WordPress allows setting a static page to be the main page, then another page can be assigned as the blog posts page.
This is under Settings | Reading. The option is called “Front page displays.” Choose “A static page” then select a page to be the “Front page” and a page to be the “Posts page.”
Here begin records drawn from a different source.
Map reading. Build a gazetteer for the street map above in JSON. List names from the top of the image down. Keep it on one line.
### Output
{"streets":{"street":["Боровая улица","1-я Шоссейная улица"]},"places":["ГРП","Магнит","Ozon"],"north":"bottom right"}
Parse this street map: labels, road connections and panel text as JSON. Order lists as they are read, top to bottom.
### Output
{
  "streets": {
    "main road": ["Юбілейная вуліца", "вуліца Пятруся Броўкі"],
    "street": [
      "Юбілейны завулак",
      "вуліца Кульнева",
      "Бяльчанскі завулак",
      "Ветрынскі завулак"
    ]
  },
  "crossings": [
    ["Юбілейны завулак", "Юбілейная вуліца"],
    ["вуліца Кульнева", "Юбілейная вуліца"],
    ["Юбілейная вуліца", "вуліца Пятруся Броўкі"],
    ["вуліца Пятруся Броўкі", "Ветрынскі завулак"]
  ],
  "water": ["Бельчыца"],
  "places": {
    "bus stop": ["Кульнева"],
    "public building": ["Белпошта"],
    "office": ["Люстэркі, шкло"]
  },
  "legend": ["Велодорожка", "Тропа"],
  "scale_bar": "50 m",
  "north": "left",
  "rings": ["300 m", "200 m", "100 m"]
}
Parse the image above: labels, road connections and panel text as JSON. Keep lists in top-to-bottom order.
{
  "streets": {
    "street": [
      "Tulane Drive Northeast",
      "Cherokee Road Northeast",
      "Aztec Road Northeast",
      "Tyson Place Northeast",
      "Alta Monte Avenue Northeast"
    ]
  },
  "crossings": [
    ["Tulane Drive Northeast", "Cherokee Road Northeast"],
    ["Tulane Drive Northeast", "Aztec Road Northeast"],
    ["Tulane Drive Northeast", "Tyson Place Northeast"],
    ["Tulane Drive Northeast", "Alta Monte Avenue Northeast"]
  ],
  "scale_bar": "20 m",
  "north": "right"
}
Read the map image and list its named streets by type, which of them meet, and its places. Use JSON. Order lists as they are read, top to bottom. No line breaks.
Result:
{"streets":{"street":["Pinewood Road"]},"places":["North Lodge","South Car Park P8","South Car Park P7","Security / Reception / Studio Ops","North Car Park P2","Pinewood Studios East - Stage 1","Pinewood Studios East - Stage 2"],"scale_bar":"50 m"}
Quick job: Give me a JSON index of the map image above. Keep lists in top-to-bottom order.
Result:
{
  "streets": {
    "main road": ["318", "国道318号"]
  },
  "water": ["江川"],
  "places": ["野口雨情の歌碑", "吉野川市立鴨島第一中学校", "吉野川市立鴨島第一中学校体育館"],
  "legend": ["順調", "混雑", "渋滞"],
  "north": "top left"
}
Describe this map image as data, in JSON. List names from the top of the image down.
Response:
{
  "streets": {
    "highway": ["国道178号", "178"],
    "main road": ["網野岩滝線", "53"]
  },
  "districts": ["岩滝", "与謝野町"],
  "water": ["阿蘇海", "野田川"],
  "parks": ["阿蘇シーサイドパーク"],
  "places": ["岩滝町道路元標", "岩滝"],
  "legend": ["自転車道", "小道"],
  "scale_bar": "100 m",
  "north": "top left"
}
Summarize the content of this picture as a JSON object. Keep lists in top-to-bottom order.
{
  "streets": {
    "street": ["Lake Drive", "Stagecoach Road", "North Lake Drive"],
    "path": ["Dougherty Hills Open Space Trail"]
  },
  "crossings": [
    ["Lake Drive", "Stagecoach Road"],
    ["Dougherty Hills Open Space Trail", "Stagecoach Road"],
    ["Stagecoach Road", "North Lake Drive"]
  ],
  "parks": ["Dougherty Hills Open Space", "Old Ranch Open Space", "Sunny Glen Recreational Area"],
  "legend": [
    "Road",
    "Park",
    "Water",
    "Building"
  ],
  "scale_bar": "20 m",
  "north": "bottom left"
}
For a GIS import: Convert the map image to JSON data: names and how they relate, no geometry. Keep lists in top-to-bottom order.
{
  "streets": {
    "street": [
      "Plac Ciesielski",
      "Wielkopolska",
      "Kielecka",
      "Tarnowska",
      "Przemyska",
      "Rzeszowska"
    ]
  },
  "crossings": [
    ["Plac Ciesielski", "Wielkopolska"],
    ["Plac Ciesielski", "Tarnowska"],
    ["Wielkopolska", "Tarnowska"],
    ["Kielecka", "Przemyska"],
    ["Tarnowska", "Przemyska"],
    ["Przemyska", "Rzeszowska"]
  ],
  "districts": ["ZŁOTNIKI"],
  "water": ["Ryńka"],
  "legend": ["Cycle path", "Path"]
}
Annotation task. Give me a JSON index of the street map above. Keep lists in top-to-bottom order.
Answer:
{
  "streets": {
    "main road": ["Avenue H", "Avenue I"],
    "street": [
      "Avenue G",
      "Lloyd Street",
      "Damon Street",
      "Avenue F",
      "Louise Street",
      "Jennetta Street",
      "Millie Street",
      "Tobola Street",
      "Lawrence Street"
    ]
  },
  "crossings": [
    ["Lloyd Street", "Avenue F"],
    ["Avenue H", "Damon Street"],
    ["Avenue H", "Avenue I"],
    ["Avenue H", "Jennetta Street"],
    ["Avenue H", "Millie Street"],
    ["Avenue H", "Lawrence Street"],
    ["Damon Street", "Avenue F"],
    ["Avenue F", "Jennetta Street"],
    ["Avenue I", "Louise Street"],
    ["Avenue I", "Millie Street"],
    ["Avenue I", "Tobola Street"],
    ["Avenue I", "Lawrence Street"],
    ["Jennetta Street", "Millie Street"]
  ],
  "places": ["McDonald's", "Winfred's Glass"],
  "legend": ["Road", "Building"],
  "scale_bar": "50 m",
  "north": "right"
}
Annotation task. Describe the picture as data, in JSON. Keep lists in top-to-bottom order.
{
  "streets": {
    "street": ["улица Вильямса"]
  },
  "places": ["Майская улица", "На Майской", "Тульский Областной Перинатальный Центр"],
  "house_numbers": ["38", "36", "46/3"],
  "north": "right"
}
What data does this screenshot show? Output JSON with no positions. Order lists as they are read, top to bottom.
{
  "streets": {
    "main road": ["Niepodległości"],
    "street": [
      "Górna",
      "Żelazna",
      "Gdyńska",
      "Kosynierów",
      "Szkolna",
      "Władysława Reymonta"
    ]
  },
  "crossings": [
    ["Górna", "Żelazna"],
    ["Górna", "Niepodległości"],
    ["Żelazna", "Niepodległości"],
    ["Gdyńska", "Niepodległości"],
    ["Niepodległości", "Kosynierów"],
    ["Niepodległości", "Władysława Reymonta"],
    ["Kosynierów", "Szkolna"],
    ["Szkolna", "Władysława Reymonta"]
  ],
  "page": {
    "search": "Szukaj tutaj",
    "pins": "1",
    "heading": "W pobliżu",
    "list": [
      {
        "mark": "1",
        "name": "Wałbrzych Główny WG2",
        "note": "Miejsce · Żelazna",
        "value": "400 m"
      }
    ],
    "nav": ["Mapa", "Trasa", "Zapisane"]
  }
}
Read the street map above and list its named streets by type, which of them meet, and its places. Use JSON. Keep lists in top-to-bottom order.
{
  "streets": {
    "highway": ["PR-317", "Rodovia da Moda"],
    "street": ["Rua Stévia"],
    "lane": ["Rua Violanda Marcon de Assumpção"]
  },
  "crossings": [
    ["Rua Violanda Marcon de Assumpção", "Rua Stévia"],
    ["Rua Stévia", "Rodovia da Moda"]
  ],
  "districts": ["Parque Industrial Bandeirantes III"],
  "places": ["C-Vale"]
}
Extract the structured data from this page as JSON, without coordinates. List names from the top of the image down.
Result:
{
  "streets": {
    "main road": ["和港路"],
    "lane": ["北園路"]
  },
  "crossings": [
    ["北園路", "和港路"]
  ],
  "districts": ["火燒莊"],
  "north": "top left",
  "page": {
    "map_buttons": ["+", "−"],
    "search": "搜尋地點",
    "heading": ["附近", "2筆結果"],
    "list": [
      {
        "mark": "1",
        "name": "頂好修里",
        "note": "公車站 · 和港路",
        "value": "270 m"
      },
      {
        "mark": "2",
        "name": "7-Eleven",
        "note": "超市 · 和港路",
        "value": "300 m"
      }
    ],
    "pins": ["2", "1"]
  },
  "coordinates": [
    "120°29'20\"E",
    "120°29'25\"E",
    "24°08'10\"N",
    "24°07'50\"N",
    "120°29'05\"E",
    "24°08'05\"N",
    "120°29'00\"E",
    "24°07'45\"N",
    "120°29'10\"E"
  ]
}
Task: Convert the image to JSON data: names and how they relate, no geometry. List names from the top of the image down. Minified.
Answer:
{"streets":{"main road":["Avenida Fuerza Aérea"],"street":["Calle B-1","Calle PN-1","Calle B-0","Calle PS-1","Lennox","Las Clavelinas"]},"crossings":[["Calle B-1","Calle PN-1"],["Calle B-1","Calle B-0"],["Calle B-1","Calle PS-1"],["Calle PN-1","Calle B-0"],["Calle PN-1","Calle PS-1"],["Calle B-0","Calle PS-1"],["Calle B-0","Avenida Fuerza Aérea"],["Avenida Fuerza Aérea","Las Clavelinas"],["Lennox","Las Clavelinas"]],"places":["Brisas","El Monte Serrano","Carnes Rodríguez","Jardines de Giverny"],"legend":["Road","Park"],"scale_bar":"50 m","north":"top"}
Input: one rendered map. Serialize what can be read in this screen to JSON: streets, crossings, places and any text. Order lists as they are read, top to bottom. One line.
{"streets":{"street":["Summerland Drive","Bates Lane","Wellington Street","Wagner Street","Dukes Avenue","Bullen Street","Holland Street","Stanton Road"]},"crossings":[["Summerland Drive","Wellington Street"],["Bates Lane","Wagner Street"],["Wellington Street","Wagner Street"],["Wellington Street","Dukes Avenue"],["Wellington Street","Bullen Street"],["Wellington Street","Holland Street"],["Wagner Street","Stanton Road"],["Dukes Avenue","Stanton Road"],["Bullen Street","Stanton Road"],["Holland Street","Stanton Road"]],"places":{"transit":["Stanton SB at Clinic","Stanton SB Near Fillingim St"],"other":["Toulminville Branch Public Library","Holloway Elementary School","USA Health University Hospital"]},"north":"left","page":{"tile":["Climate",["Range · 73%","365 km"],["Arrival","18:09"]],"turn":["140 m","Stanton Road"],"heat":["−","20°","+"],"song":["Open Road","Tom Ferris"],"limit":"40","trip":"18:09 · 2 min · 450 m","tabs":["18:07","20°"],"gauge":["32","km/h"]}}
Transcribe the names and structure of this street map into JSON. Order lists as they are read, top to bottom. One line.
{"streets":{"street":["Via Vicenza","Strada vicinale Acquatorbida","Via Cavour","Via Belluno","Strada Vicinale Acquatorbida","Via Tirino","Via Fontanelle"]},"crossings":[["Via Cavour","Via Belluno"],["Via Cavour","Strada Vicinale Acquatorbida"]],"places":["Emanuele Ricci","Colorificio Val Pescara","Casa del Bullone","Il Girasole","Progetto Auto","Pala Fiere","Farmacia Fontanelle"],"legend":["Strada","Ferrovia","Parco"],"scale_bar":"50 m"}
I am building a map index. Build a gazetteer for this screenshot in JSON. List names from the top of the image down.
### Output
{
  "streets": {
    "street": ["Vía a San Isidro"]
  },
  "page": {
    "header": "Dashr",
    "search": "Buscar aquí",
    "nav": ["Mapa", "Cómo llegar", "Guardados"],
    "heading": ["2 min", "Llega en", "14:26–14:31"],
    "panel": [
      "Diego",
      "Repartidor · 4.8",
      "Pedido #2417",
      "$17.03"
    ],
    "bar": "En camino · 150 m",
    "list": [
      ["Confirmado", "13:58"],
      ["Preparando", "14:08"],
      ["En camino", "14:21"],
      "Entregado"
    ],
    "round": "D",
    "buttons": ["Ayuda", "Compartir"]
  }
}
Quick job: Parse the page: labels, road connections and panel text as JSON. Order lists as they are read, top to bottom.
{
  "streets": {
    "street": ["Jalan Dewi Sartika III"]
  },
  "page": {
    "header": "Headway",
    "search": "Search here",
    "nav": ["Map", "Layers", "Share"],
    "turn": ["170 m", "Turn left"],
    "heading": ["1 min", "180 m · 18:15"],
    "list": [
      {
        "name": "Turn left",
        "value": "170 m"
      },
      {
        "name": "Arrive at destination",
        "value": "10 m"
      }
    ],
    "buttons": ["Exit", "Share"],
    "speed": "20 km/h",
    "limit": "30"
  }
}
For example, a page called “Welcome” could be set as the “Front page” and a page called “Blog” could be set as the “Posts page.” Users would always get the Welcome page when they visit the main URL at yourblog.com/ and would see the blog posts when they went to yourblog.com/blog.
In this kind of configuration it’s common to set the Permalinks to match the “Posts page” blog URL. Under Settings | Permalinks, choose a Custom Structure and set it to /blog/%postname%.
Now the URLs will look like this:
- Main URL (showing Welcome page): yourblog.com/
- Blog URL (showing the blog itself): yourblog.com/blog
- Blog posts (showing one post): yourblog.com/blog/name-of-a-post
This is all nice and clean, right?
But there’s a bug! If you click on “Older entries” to go to yourblog.com/blog/page/2, you’ll get a 404 Not Found error!
The solution is to go into your wp-includes/rewrite.php file and make a change.
For WordPress 2.7.1 look for this section:
if ( 0 === strpos($structure, '%postname%') ||
0 === strpos($structure, '%category%') ||
0 === strpos($structure, '%tag%') ||
0 === strpos($structure, '%author%') )
$this->use_verbose_page_rules = true;
else
$this->use_verbose_page_rules = false;
And change it to:
if ( 0 === strpos($structure, '%postname%') ||
0 === strpos($structure, '%category%') ||
0 === strpos($structure, '%tag%') ||
0 === strpos($structure, '%author%') )
$this->use_verbose_page_rules = true;
else
$this->use_verbose_page_rules = true;
Then go to Settings | Permalinks and save your configuration again.
The links to older entries should work now.